A data controller must ensure that the personal data that they process is accurate and, where necessary, kept up to date. GDPR requires that “every reasonable step” is taken to ensure that inaccurate personal data is erased or rectified without delay. It is known that AI tools can “hallucinate” and give inaccurate responses. We are starting to see cases where AI output has created defamatory statements about individuals, which would certainly breach the accuracy principle under data protection law. Initially it seems very difficult for a controller to police an AI system to ensure that the personal data being processed is accurate, although perhaps processes could be put in place to check any output references to individuals.
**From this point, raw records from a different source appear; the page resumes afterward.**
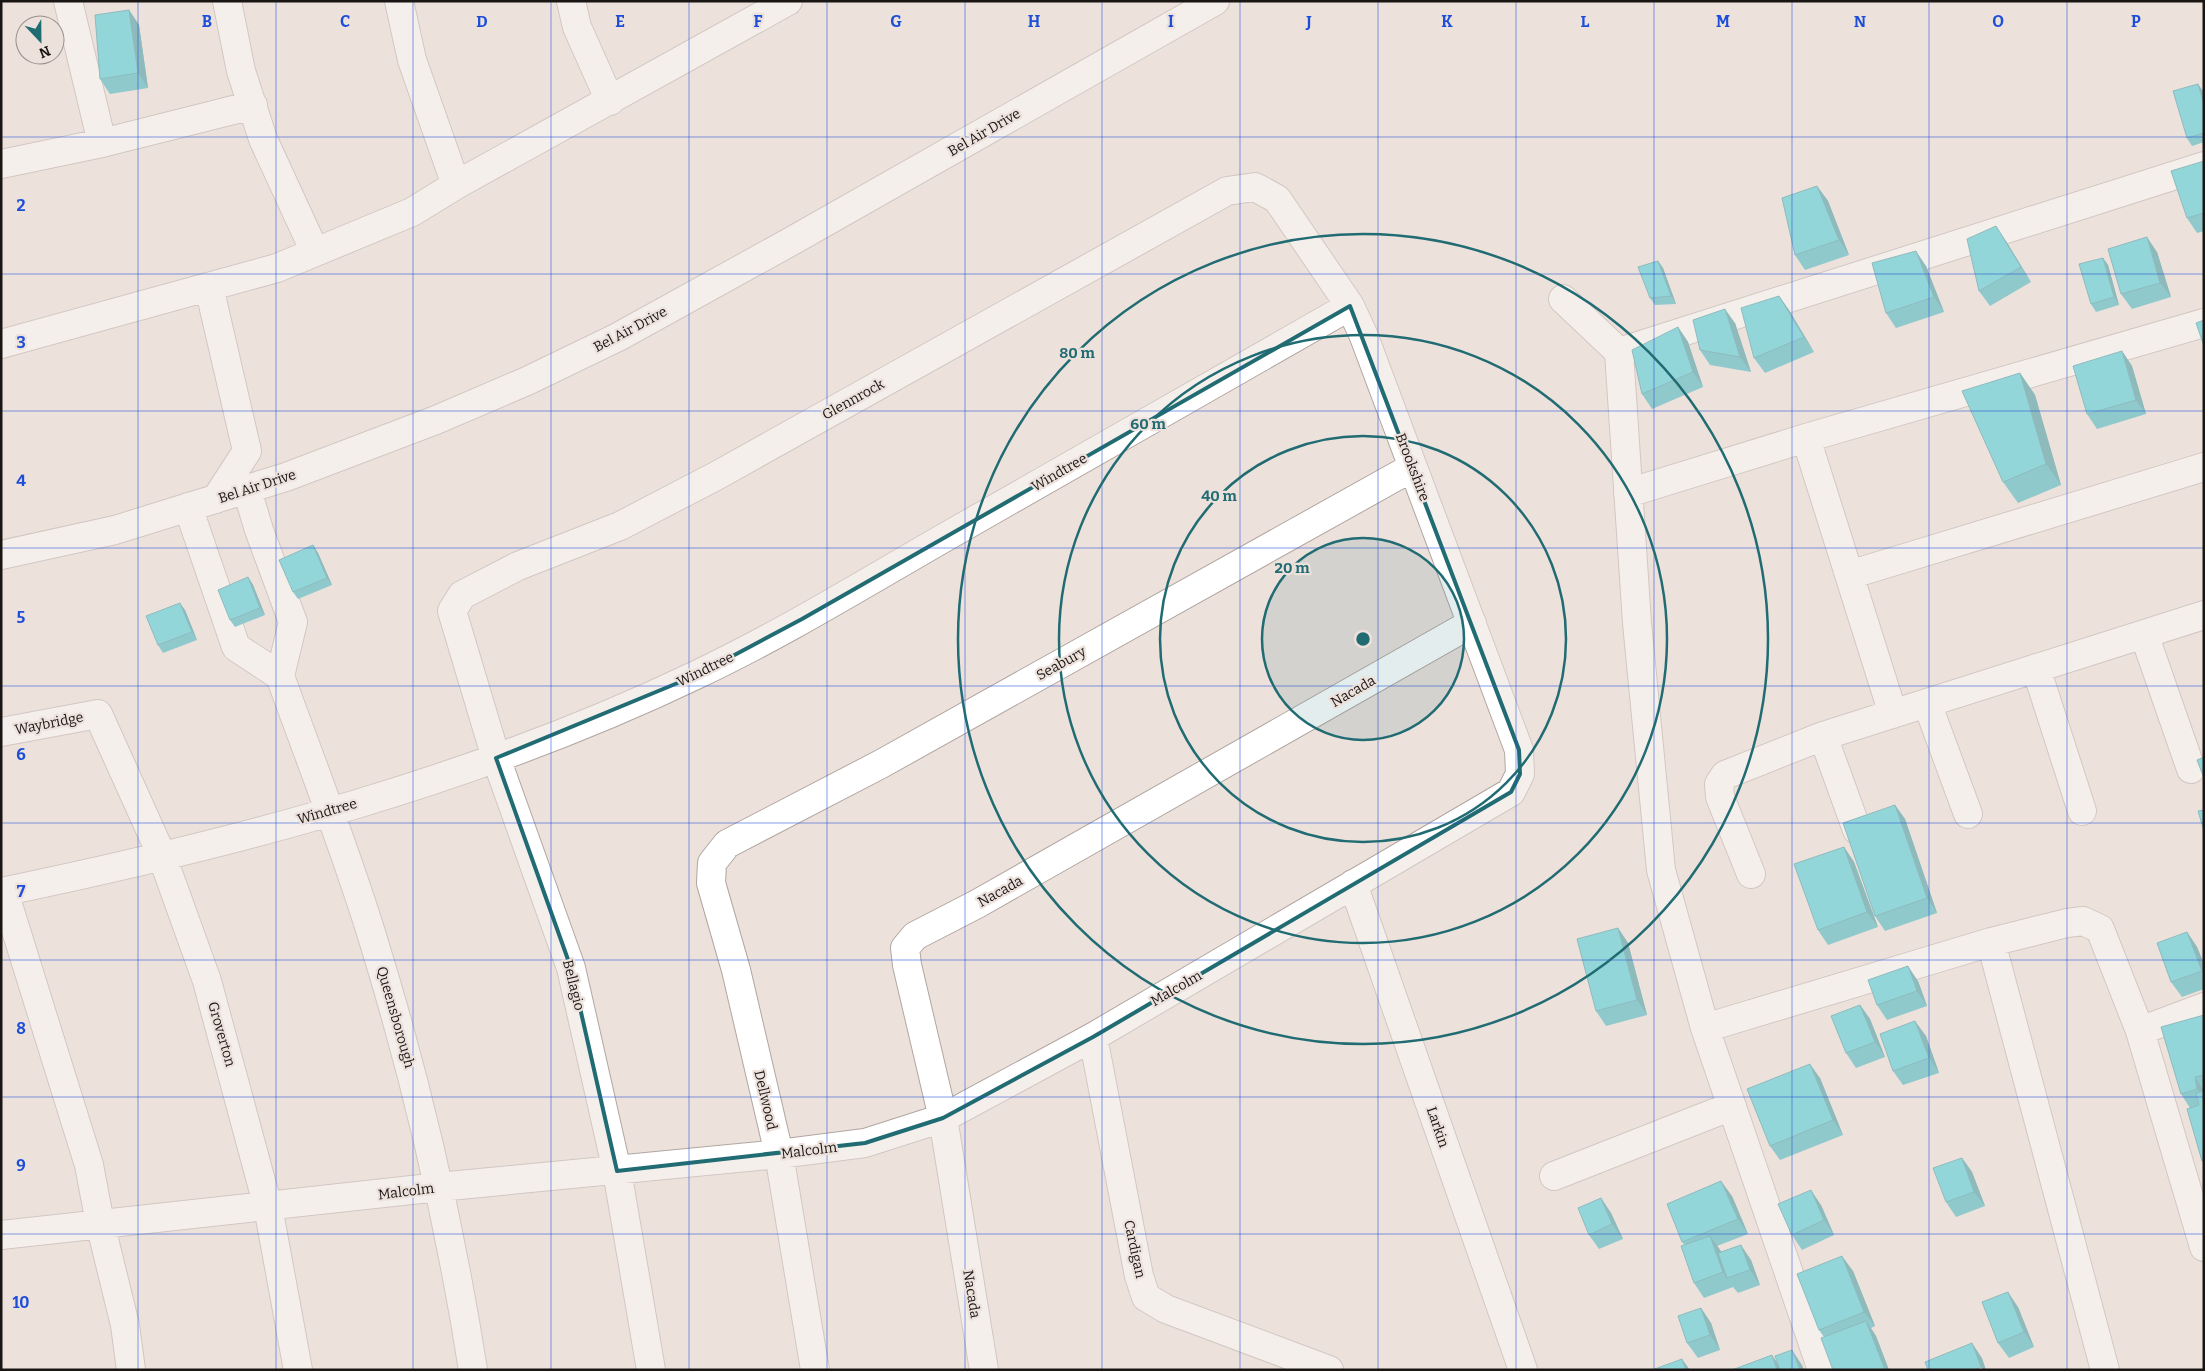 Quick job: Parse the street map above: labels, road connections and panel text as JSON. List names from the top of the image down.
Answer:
{
  "streets": {
    "street": [
      "Bel Air Drive",
      "Glennrock",
      "Brookshire",
      "Windtree",
      "Seabury",
      "Nacada",
      "Waybridge",
      "Bellagio",
      "Malcolm",
      "Queensborough",
      "Groverton",
      "Dellwood",
      "Larkin",
      "Cardigan"
    ]
  },
  "crossings": [
    ["Glennrock", "Brookshire"],
    ["Glennrock", "Bellagio"],
    ["Brookshire", "Windtree"],
    ["Brookshire", "Seabury"],
    ["Brookshire", "Nacada"],
    ["Brookshire", "Malcolm"],
    ["Windtree", "Bellagio"],
    ["Windtree", "Queensborough"],
    ["Windtree", "Groverton"],
    ["Seabury", "Dellwood"],
    ["Nacada", "Malcolm"],
    ["Waybridge", "Groverton"],
    ["Bellagio", "Malcolm"],
    ["Malcolm", "Queensborough"],
    ["Malcolm", "Groverton"],
    ["Malcolm", "Dellwood"],
    ["Malcolm", "Larkin"],
    ["Malcolm", "Cardigan"]
  ],
  "north": "bottom",
  "grid": {
    "columns": [
      "B",
      "C",
      "D",
      "E",
      "F",
      "G",
      "H",
      "I",
      "J",
      "K",
      "L",
      "M",
      "N",
      "O",
      "P"
    ],
    "rows": [
      "2",
      "3",
      "4",
      "5",
      "6",
      "7",
      "8",
      "9",
      "10"
    ]
  },
  "rings": [
    "80 m",
    "60 m",
    "40 m",
    "20 m"
  ]
}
Controllers can more easily have in place procedures to take reasonable steps to erase or rectify inaccurate data without delay, but may need to ensure access to underlying training data and/or require that its data processors provide this access and/or assistance where necessary.
The ICO guidance on accuracy seems somewhat AI friendly, acknowledging that AI outputs do not need to be 100% statistically accurate.
GDPR requires that data is kept in a form that identifies data subjects for no longer than is necessary for the purposes for which the personal data was processed (with some limited exceptions). Therefore AI tools should not retain personal data indefinitely and controllers would need to ensure that any personal data used by their AI tools are reviewed and purged accordingly.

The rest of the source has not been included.